IMHO, it's a passing trend, just like CDs and iPods. And don't get me wrong,
as subscriptions are somewhat convenient, problem is they are convenient for
personal usage and listening to music is often a group activity, with sharing
without barriers and taking things offline being the norm.

Do you know why YouTube is so popular for listening to music?
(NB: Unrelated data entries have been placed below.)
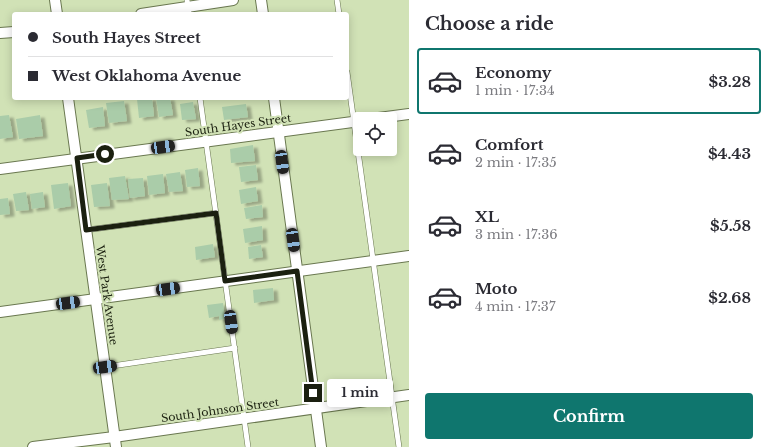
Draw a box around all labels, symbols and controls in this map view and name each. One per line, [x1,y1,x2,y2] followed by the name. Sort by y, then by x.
[425,13,554,35] text: Choose a ride
[52,28,201,47] text: South Hayes Street
[427,63,463,99] icon: car
[475,63,552,82] text: Economy
[52,66,241,85] text: West Oklahoma Avenue
[709,72,751,91] text: $3.28
[475,82,555,99] text: 1 min · 17:34
[184,111,293,139] street label: South Hayes Street
[353,112,397,156] map controls
[353,112,397,156] button: locate
[427,135,463,171] icon: car
[475,135,543,154] text: Comfort
[150,139,176,155] car
[708,144,751,163] text: $4.43
[96,145,114,163] route start
[274,149,290,175] car
[475,154,557,171] text: 2 min · 17:35
[427,207,463,243] icon: car
[475,207,499,226] text: XL
[710,216,751,235] text: $5.58
[475,226,558,243] text: 3 min · 17:36
[285,227,301,253] car
[93,243,121,346] street label: West Park Avenue
[427,279,463,315] icon: car
[475,279,517,298] text: Moto
[155,281,181,297] car
[708,288,751,307] text: $2.68
[55,295,81,311] car
[475,298,555,315] text: 4 min · 17:37
[223,309,239,335] car
[92,359,118,375] car
[327,379,393,407] callout: 1 min
[304,384,322,402] route end
[341,384,379,401] text: 1 min
[425,393,753,439] button: Confirm
[160,395,281,425] street label: South Johnson Street

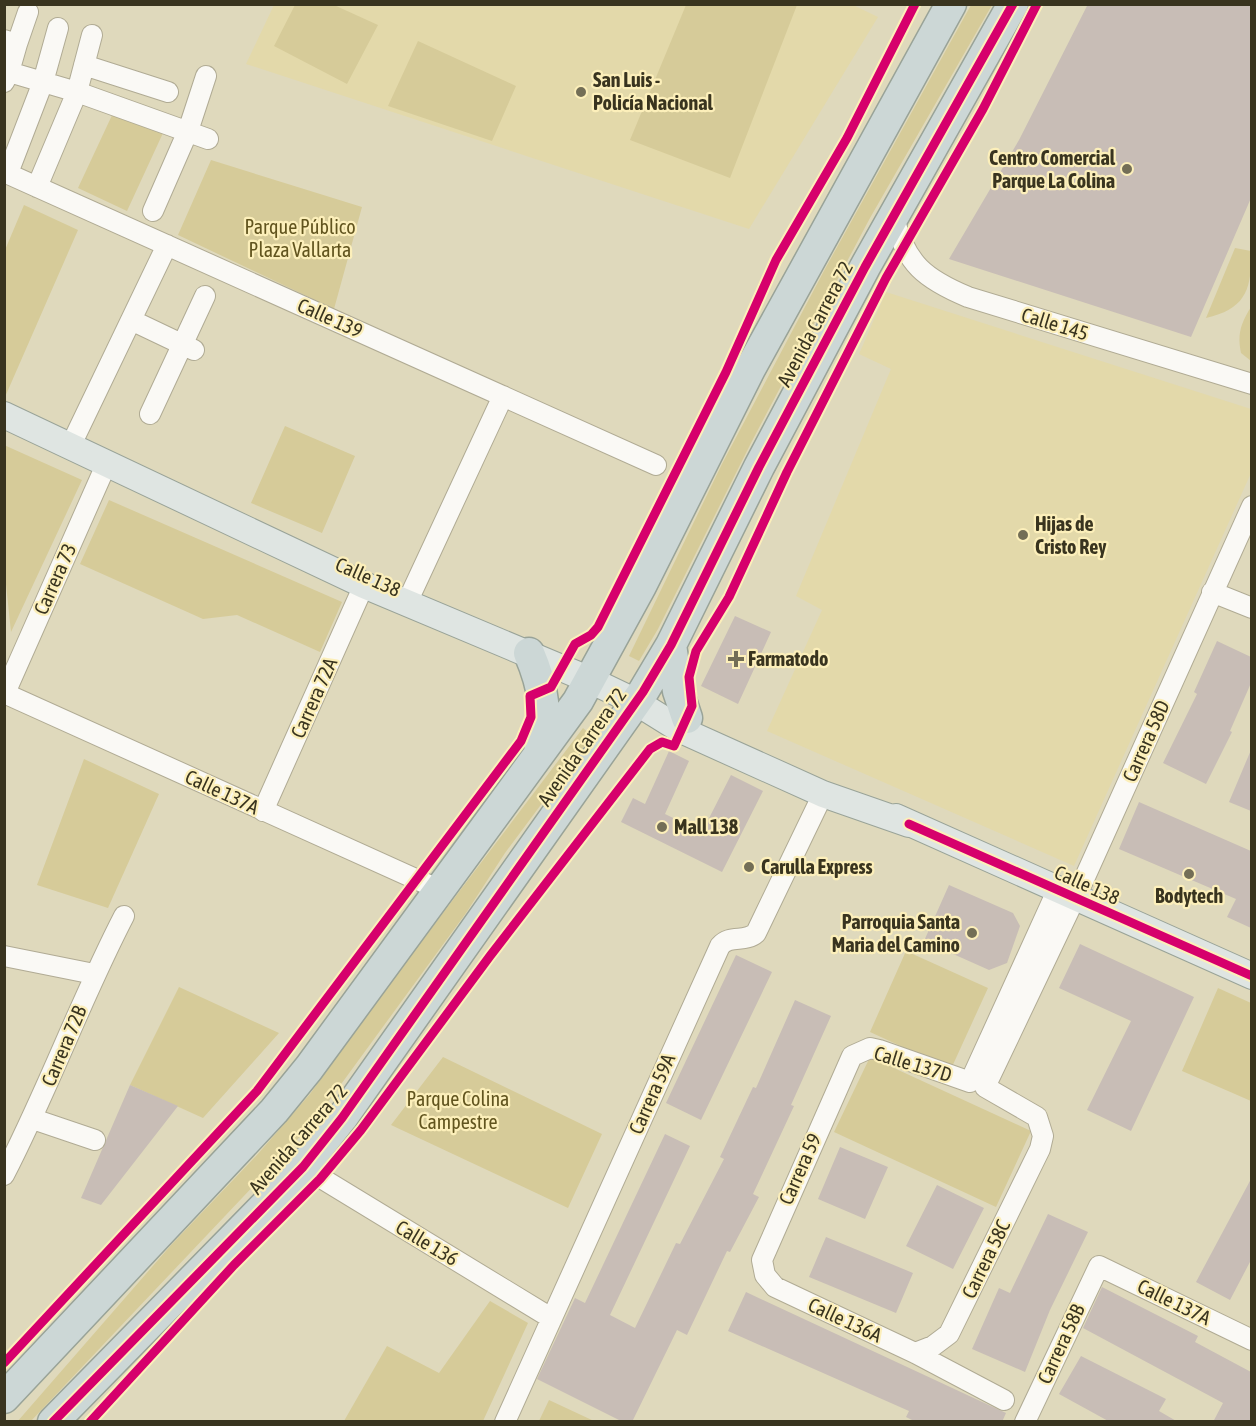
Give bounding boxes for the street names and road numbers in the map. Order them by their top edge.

It's because of
things like [http://www.youtube-mp3.org/](http://www.youtube-mp3.org/)

------
rawe
Situation in Germany: \- GEMA causes video blocking on youtube \- there is the
GEMA-Vermutung (it is assumed that if you play music in public, it is from a
GEMA member and you have to pay a fee or prove that the music was from non-
GEMA-members) \- there is a Pauschalabgabe fee for storage media (and devices)
for the potential use as backup/storage for the music I already paid for (but
I am not allowed to crack copy "protection" on media). \- there is a monthly
fee for GEZ/Rundfunkbeitrag for state "independent" media bound to just living
in a flat/house even if there is no device capable of playing media and not
bound to actual use of their service. Most media on their online platforms is
available for a short period of time (~1 week) and gets deleted after this,
they use flash player and there are 3rd party tools [0] necessary so just
search through all the media / get a direct link to feed into mplayer

Should I throw even more money on these unfair systems by buying music/media?

[0] [http://www.mediathekdirekt.de/](http://www.mediathekdirekt.de/)

------
qq66
Piracy is the reason that labels license their content to streaming services
like Spotify. Without the threat of piracy, they would happily maintain the
CD-era pricing.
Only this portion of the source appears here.